Saved entries
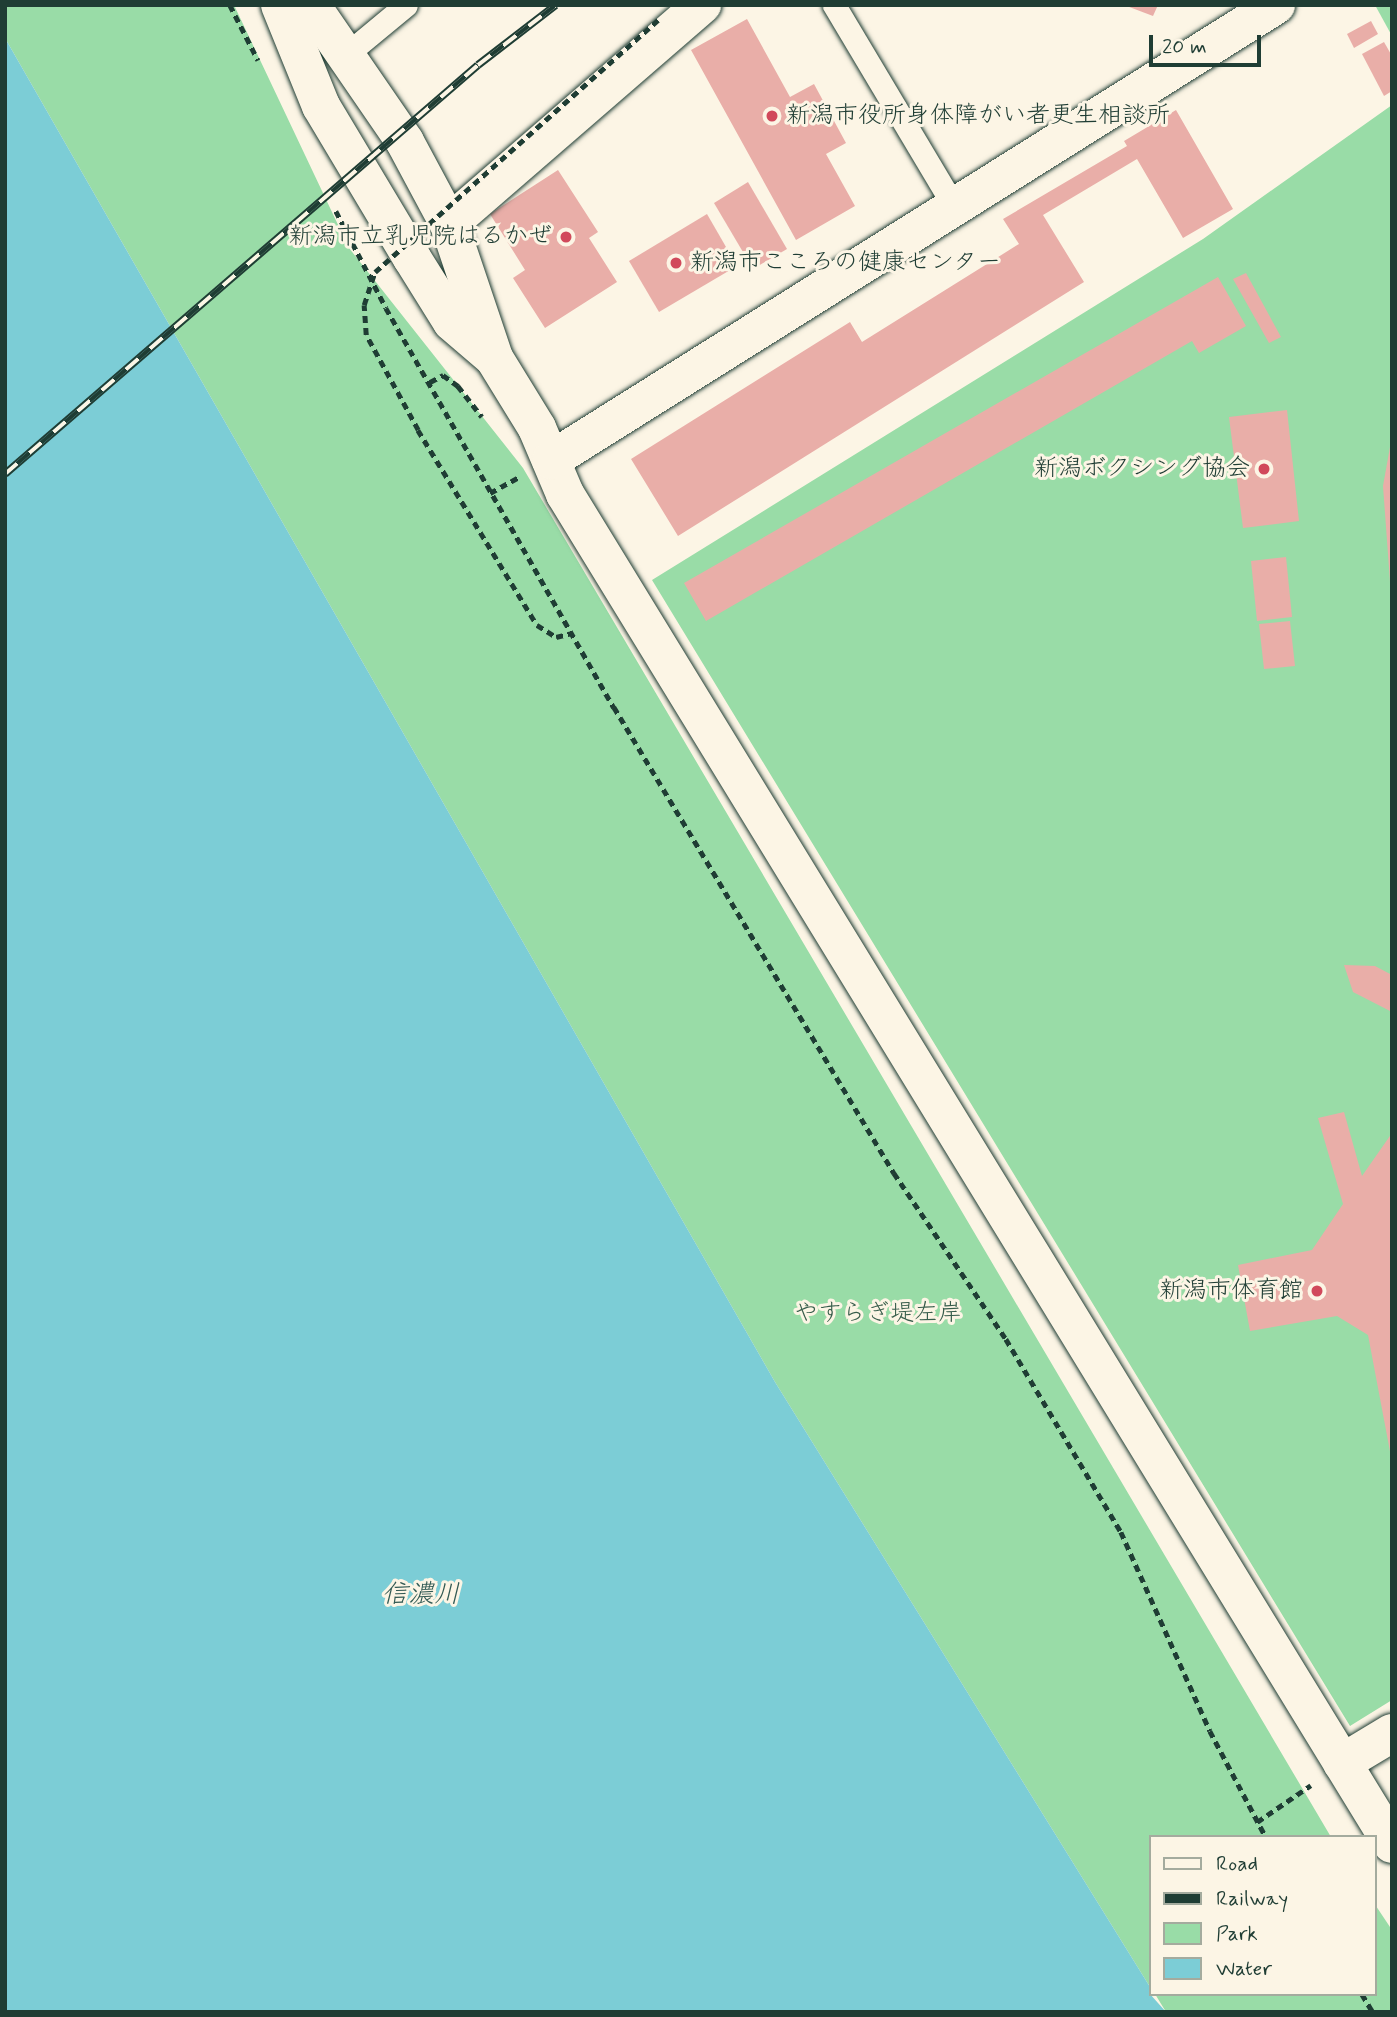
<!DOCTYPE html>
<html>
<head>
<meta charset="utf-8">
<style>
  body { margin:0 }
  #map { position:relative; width:1397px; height:2017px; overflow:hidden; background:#fcf5e5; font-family:Mynerve,"Klee One",sans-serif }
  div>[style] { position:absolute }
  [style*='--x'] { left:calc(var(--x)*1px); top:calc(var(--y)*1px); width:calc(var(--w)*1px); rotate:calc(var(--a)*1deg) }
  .green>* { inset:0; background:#99dca7 }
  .water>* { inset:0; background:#7ccdd6 }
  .building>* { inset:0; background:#e9aea8 }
  .path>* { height:4.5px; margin-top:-2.25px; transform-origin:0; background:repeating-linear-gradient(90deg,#1f3d34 0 7px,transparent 0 12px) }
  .roads { filter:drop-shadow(0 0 2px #1f3d34) drop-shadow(0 0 2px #1f3d34) }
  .lane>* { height:23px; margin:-11.5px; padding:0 11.5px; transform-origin:11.5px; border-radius:11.5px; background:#fcf5e5 }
  .street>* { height:38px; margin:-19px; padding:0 19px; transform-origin:19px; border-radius:19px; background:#fcf5e5 }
  .secondary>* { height:38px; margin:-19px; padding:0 19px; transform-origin:19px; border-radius:19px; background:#fcf5e5 }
  .rail>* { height:8px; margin-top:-4px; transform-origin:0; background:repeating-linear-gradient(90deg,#fcf5e5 0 16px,#1f3d34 0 32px); box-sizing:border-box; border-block:2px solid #1f3d34 }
  .path-bridge>* { height:4.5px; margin-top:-2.25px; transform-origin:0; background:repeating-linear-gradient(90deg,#1f3d34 0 7px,transparent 0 12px) }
  .dots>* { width:19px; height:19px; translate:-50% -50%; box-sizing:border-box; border:4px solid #fcf5e5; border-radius:50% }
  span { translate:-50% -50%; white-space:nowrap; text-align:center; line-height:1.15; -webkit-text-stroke:6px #fcf5e5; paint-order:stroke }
  .poi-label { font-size:24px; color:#1f3d34 }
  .left { translate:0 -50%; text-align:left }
  .right { translate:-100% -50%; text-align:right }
  .park-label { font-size:24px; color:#375d4b }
  .water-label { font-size:26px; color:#325a54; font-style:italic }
  .frame { position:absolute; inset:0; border:7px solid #1f3d34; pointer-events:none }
  .legend { position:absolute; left:1149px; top:1835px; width:228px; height:161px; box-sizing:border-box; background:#fcf5e5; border:2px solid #a4ab9e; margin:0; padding:9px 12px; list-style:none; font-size:21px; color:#1f3d34 }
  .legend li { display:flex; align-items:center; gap:14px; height:35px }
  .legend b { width:35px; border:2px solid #a4ab9e }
  .scale { position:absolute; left:1149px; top:35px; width:112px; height:32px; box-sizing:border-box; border:4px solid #1f3d34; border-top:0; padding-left:9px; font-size:21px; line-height:24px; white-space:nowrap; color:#1f3d34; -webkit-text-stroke:5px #fcf5e5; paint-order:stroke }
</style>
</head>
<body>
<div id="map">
  <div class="green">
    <div style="clip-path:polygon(5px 5px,234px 5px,349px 248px,523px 468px,1331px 1837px,1150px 1837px,1150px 1987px,775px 1382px,5px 38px)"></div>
    <div style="clip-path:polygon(1375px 5px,1392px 5px,1392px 36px)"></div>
    <div style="clip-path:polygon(1392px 105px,1392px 1700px,1350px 1726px,652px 580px,1203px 239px)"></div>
    <div style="clip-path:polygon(1374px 1903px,1392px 1930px,1392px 2012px,1166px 2012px,1155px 1994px,1374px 1994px)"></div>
  </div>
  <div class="water">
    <div style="clip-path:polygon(5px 38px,775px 1382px,1150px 1987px,1150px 1994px,1166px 2012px,5px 2012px)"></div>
  </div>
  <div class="building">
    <div style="clip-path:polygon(1124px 5px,1158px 5px,1153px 16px)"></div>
    <div style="clip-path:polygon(747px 19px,790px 97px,814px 84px,846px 143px,826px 154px,855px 206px,796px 240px,691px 50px)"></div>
    <div style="clip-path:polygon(1371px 21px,1378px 34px,1354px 48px,1347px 34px)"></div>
    <div style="clip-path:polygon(1384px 42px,1392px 56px,1392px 91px,1384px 96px,1362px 54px)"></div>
    <div style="clip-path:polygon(1176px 110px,1233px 209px,1183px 238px,1137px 159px,1043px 215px,1084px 282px,678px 536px,631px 459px,850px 322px,862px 342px,1019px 244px,1003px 219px,1127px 146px,1124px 141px)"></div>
    <div style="clip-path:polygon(558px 170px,598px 232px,589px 238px,617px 282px,545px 328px,513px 278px,525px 270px,490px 214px)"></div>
    <div style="clip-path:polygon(748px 182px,787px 249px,753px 269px,714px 203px)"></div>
    <div style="clip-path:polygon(707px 214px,737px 266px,659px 312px,629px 261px)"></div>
    <div style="clip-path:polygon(1246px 273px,1281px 337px,1269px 343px,1233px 279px)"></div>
    <div style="clip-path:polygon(1218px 277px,1246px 326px,1199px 353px,1192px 341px,706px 621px,684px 583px)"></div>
    <div style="clip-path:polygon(1287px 410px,1299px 521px,1243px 528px,1229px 417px)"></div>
    <div style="clip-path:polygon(1390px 447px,1392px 447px,1391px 595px,1383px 486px)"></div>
    <div style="clip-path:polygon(1286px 557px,1292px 617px,1257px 621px,1251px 561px)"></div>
    <div style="clip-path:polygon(1290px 621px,1295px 666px,1264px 669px,1259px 624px)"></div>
    <div style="clip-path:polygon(1344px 965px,1375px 966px,1392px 975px,1392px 1012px,1353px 992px)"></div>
    <div style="clip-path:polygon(1344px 1112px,1362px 1176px,1392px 1133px,1392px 1462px,1368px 1335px,1337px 1316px,1250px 1331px,1238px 1265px,1312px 1250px,1343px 1204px,1318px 1118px)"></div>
  </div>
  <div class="path">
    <div style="--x:230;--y:5;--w:62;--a:63"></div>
    <div style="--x:336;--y:211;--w:109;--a:62.7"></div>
    <div style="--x:386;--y:308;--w:460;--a:60.3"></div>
    <div style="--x:614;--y:707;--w:544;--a:59"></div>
    <div style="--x:894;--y:1173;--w:200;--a:56"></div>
    <div style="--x:1006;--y:1339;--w:225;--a:59.2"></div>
    <div style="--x:1121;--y:1532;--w:218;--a:65.9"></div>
    <div style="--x:1210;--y:1731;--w:120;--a:62.2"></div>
    <div style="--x:430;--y:382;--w:15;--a:-28"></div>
    <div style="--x:443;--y:375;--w:19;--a:36"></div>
    <div style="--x:458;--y:386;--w:39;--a:52"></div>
    <div style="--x:418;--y:430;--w:228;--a:58.6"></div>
    <div style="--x:537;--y:625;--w:22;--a:32"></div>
    <div style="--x:556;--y:637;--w:16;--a:-14"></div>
    <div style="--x:490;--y:493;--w:33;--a:-29"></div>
    <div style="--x:1257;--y:1822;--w:65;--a:-34.4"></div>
    <div style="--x:1362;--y:1994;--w:21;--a:59"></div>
  </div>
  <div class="roads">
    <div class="lane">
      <div style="--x:834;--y:5;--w:239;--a:59.2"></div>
      <div style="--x:348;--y:53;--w:75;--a:-39.6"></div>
    </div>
    <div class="street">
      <div style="--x:449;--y:224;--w:335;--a:-40.9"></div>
    </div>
    <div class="secondary">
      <div style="--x:280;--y:5;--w:109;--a:67.9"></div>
      <div style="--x:321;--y:106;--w:177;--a:59.1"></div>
      <div style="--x:412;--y:258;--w:75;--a:58"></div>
      <div style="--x:452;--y:322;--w:55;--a:40.6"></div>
      <div style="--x:311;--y:5;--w:166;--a:55.5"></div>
      <div style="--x:405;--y:142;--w:93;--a:61.8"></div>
      <div style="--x:449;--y:224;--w:141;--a:71.4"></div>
      <div style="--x:494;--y:358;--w:82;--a:58.4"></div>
      <div style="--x:537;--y:428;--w:72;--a:67"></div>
      <div style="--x:565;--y:494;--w:1583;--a:58.51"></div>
      <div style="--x:551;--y:460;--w:856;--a:-32.11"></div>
      <div style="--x:1342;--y:1763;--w:58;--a:-31"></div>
    </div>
  </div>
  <div class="rail">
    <div style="--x:5;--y:474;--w:625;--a:-40.85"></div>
    <div style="--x:478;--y:65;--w:98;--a:-37.6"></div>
  </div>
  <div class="path-bridge">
    <div style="--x:418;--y:430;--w:108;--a:-118.7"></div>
    <div style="--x:366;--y:335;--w:30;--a:-94"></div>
    <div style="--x:364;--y:305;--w:35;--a:-72"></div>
    <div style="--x:375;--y:272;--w:379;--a:-41.7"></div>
  </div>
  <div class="dots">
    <div style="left:772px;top:116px;background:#d1495b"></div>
    <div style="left:566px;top:237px;background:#d1495b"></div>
    <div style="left:676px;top:263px;background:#d1495b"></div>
    <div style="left:1264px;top:469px;background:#d1495b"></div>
    <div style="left:1317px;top:1291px;background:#d1495b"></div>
  </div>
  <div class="poi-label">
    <span class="left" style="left:786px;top:116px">新潟市役所身体障がい者更生相談所</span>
    <span class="right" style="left:552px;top:237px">新潟市立乳児院はるかぜ</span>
    <span class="left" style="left:690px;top:263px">新潟市こころの健康センター</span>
    <span class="right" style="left:1250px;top:469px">新潟ボクシング協会</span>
    <span class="right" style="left:1303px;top:1291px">新潟市体育館</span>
  </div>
  <div class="park-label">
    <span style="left:878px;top:1314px">やすらぎ堤左岸</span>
  </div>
  <div class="water-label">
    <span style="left:421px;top:1596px">信濃川</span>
  </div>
  <div class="frame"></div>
  <ul class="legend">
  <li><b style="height:9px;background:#fcf5e5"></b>Road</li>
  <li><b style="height:9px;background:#1f3d34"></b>Railway</li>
  <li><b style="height:19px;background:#99dca7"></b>Park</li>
  <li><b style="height:19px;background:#7ccdd6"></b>Water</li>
  </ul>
  <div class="scale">20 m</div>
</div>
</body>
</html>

PROBLEM TO WORK ON:
The exact lines from the beginning of the data through the one that contains "filter:drop-shadow(0 0 2px" must be given again, both ends included, and pictures must be left out.

SOLUTION BELOW:
<!DOCTYPE html>
<html>
<head>
<meta charset="utf-8">
<style>
  body { margin:0 }
  #map { position:relative; width:1397px; height:2017px; overflow:hidden; background:#fcf5e5; font-family:Mynerve,"Klee One",sans-serif }
  div>[style] { position:absolute }
  [style*='--x'] { left:calc(var(--x)*1px); top:calc(var(--y)*1px); width:calc(var(--w)*1px); rotate:calc(var(--a)*1deg) }
  .green>* { inset:0; background:#99dca7 }
  .water>* { inset:0; background:#7ccdd6 }
  .building>* { inset:0; background:#e9aea8 }
  .path>* { height:4.5px; margin-top:-2.25px; transform-origin:0; background:repeating-linear-gradient(90deg,#1f3d34 0 7px,transparent 0 12px) }
  .roads { filter:drop-shadow(0 0 2px #1f3d34) drop-shadow(0 0 2px #1f3d34) }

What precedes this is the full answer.